Saved entries:
----------------------------------------

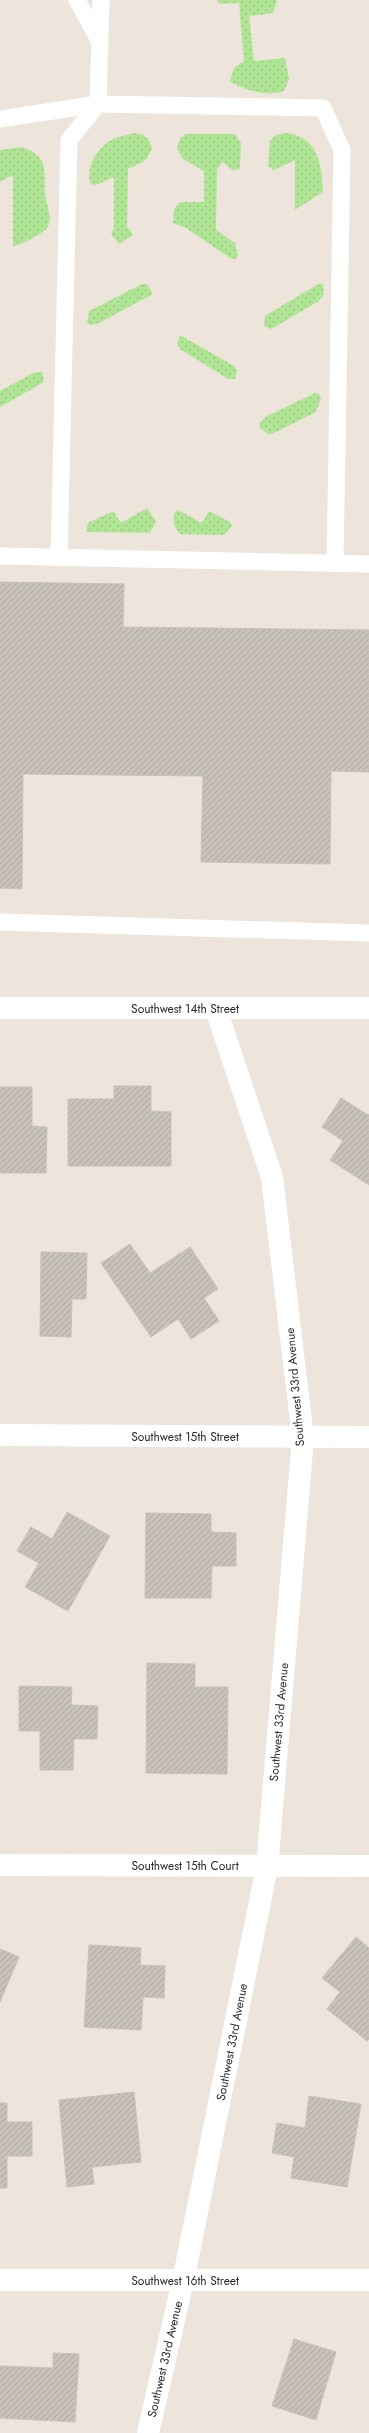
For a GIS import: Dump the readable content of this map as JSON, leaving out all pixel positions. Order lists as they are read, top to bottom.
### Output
{
  "streets": {
    "street": [
      "Southwest 14th Street",
      "Southwest 33rd Avenue",
      "Southwest 15th Street",
      "Southwest 15th Court",
      "Southwest 16th Street"
    ]
  },
  "crossings": [
    ["Southwest 14th Street", "Southwest 33rd Avenue"],
    ["Southwest 33rd Avenue", "Southwest 15th Street"],
    ["Southwest 33rd Avenue", "Southwest 15th Court"],
    ["Southwest 33rd Avenue", "Southwest 16th Street"]
  ]
}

----------------------------------------

Your assignment
Exclude every picture and copy the remaining data exactly.

Solution for this task
For a GIS import: Dump the readable content of this map as JSON, leaving out all pixel positions. Order lists as they are read, top to bottom.
### Output
{
  "streets": {
    "street": [
      "Southwest 14th Street",
      "Southwest 33rd Avenue",
      "Southwest 15th Street",
      "Southwest 15th Court",
      "Southwest 16th Street"
    ]
  },
  "crossings": [
    ["Southwest 14th Street", "Southwest 33rd Avenue"],
    ["Southwest 33rd Avenue", "Southwest 15th Street"],
    ["Southwest 33rd Avenue", "Southwest 15th Court"],
    ["Southwest 33rd Avenue", "Southwest 16th Street"]
  ]
}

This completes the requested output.